# EXERCISE DETAILS
When you have read the listing, copy all of it without any change.
•••••
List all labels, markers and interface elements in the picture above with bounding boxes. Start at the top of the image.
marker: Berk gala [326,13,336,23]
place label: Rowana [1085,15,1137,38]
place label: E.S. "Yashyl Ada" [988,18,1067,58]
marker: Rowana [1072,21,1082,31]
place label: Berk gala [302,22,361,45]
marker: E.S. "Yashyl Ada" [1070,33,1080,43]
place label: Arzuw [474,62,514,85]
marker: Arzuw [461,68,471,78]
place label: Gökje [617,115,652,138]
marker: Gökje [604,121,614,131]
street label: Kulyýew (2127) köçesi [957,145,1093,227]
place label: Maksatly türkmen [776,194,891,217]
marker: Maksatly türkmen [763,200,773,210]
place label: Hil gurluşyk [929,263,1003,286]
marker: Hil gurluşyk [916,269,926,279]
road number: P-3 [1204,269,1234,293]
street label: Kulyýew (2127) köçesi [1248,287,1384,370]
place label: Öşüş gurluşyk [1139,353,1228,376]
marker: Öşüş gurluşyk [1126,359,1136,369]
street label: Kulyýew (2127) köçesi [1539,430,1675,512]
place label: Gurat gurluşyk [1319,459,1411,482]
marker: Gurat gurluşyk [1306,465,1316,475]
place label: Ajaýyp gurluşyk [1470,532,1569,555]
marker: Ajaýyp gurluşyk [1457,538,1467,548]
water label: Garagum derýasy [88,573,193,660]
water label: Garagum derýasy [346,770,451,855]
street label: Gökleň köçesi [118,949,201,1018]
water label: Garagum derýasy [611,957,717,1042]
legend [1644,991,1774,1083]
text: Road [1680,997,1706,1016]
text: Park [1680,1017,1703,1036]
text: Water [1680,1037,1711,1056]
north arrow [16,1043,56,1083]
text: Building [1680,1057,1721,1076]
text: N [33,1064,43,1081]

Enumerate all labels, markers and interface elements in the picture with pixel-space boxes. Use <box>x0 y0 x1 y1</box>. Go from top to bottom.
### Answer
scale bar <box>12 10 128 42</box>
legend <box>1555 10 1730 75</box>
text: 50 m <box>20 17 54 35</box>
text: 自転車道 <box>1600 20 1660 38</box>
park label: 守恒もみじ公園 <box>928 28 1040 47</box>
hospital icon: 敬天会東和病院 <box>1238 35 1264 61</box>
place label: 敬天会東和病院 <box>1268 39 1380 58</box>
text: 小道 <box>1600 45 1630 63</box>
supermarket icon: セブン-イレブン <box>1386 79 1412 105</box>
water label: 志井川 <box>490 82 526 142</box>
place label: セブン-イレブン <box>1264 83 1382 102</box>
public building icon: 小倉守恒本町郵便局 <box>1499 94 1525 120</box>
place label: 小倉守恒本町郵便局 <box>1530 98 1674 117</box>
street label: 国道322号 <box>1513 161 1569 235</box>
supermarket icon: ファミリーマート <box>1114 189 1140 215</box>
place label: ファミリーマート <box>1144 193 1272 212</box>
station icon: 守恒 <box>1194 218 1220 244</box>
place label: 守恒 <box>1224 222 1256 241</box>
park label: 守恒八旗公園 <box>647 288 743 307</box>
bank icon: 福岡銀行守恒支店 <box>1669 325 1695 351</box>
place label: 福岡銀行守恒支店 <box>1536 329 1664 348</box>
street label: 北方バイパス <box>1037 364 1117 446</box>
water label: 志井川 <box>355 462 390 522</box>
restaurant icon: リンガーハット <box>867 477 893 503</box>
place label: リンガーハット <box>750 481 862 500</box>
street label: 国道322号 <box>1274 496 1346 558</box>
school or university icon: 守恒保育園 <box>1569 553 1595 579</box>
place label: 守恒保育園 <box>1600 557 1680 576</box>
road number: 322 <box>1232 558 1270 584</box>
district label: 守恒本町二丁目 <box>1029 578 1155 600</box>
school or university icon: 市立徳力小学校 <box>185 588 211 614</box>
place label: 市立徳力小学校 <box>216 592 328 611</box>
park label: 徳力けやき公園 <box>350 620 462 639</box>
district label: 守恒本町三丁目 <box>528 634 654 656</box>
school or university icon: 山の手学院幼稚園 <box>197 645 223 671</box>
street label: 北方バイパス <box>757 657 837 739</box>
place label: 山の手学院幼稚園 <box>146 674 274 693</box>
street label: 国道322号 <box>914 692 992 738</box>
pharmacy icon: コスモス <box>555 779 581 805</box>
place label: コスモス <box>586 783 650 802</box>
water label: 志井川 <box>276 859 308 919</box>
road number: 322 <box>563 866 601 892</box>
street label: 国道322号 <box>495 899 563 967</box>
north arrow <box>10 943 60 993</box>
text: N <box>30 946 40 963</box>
•••••
# TASK ANSWER
List all labels, markers and interface elements in the picture above with bounding boxes. Start at the top of the image.
marker: Berk gala [326,13,336,23]
place label: Rowana [1085,15,1137,38]
place label: E.S. "Yashyl Ada" [988,18,1067,58]
marker: Rowana [1072,21,1082,31]
place label: Berk gala [302,22,361,45]
marker: E.S. "Yashyl Ada" [1070,33,1080,43]
place label: Arzuw [474,62,514,85]
marker: Arzuw [461,68,471,78]
place label: Gökje [617,115,652,138]
marker: Gökje [604,121,614,131]
street label: Kulyýew (2127) köçesi [957,145,1093,227]
place label: Maksatly türkmen [776,194,891,217]
marker: Maksatly türkmen [763,200,773,210]
place label: Hil gurluşyk [929,263,1003,286]
marker: Hil gurluşyk [916,269,926,279]
road number: P-3 [1204,269,1234,293]
street label: Kulyýew (2127) köçesi [1248,287,1384,370]
place label: Öşüş gurluşyk [1139,353,1228,376]
marker: Öşüş gurluşyk [1126,359,1136,369]
street label: Kulyýew (2127) köçesi [1539,430,1675,512]
place label: Gurat gurluşyk [1319,459,1411,482]
marker: Gurat gurluşyk [1306,465,1316,475]
place label: Ajaýyp gurluşyk [1470,532,1569,555]
marker: Ajaýyp gurluşyk [1457,538,1467,548]
water label: Garagum derýasy [88,573,193,660]
water label: Garagum derýasy [346,770,451,855]
street label: Gökleň köçesi [118,949,201,1018]
water label: Garagum derýasy [611,957,717,1042]
legend [1644,991,1774,1083]
text: Road [1680,997,1706,1016]
text: Park [1680,1017,1703,1036]
text: Water [1680,1037,1711,1056]
north arrow [16,1043,56,1083]
text: Building [1680,1057,1721,1076]
text: N [33,1064,43,1081]

Enumerate all labels, markers and interface elements in the picture with pixel-space boxes. Use <box>x0 y0 x1 y1</box>. Go from top to bottom.
### Answer
scale bar <box>12 10 128 42</box>
legend <box>1555 10 1730 75</box>
text: 50 m <box>20 17 54 35</box>
text: 自転車道 <box>1600 20 1660 38</box>
park label: 守恒もみじ公園 <box>928 28 1040 47</box>
hospital icon: 敬天会東和病院 <box>1238 35 1264 61</box>
place label: 敬天会東和病院 <box>1268 39 1380 58</box>
text: 小道 <box>1600 45 1630 63</box>
supermarket icon: セブン-イレブン <box>1386 79 1412 105</box>
water label: 志井川 <box>490 82 526 142</box>
place label: セブン-イレブン <box>1264 83 1382 102</box>
public building icon: 小倉守恒本町郵便局 <box>1499 94 1525 120</box>
place label: 小倉守恒本町郵便局 <box>1530 98 1674 117</box>
street label: 国道322号 <box>1513 161 1569 235</box>
supermarket icon: ファミリーマート <box>1114 189 1140 215</box>
place label: ファミリーマート <box>1144 193 1272 212</box>
station icon: 守恒 <box>1194 218 1220 244</box>
place label: 守恒 <box>1224 222 1256 241</box>
park label: 守恒八旗公園 <box>647 288 743 307</box>
bank icon: 福岡銀行守恒支店 <box>1669 325 1695 351</box>
place label: 福岡銀行守恒支店 <box>1536 329 1664 348</box>
street label: 北方バイパス <box>1037 364 1117 446</box>
water label: 志井川 <box>355 462 390 522</box>
restaurant icon: リンガーハット <box>867 477 893 503</box>
place label: リンガーハット <box>750 481 862 500</box>
street label: 国道322号 <box>1274 496 1346 558</box>
school or university icon: 守恒保育園 <box>1569 553 1595 579</box>
place label: 守恒保育園 <box>1600 557 1680 576</box>
road number: 322 <box>1232 558 1270 584</box>
district label: 守恒本町二丁目 <box>1029 578 1155 600</box>
school or university icon: 市立徳力小学校 <box>185 588 211 614</box>
place label: 市立徳力小学校 <box>216 592 328 611</box>
park label: 徳力けやき公園 <box>350 620 462 639</box>
district label: 守恒本町三丁目 <box>528 634 654 656</box>
school or university icon: 山の手学院幼稚園 <box>197 645 223 671</box>
street label: 北方バイパス <box>757 657 837 739</box>
place label: 山の手学院幼稚園 <box>146 674 274 693</box>
street label: 国道322号 <box>914 692 992 738</box>
pharmacy icon: コスモス <box>555 779 581 805</box>
place label: コスモス <box>586 783 650 802</box>
water label: 志井川 <box>276 859 308 919</box>
road number: 322 <box>563 866 601 892</box>
street label: 国道322号 <box>495 899 563 967</box>
north arrow <box>10 943 60 993</box>
text: N <box>30 946 40 963</box>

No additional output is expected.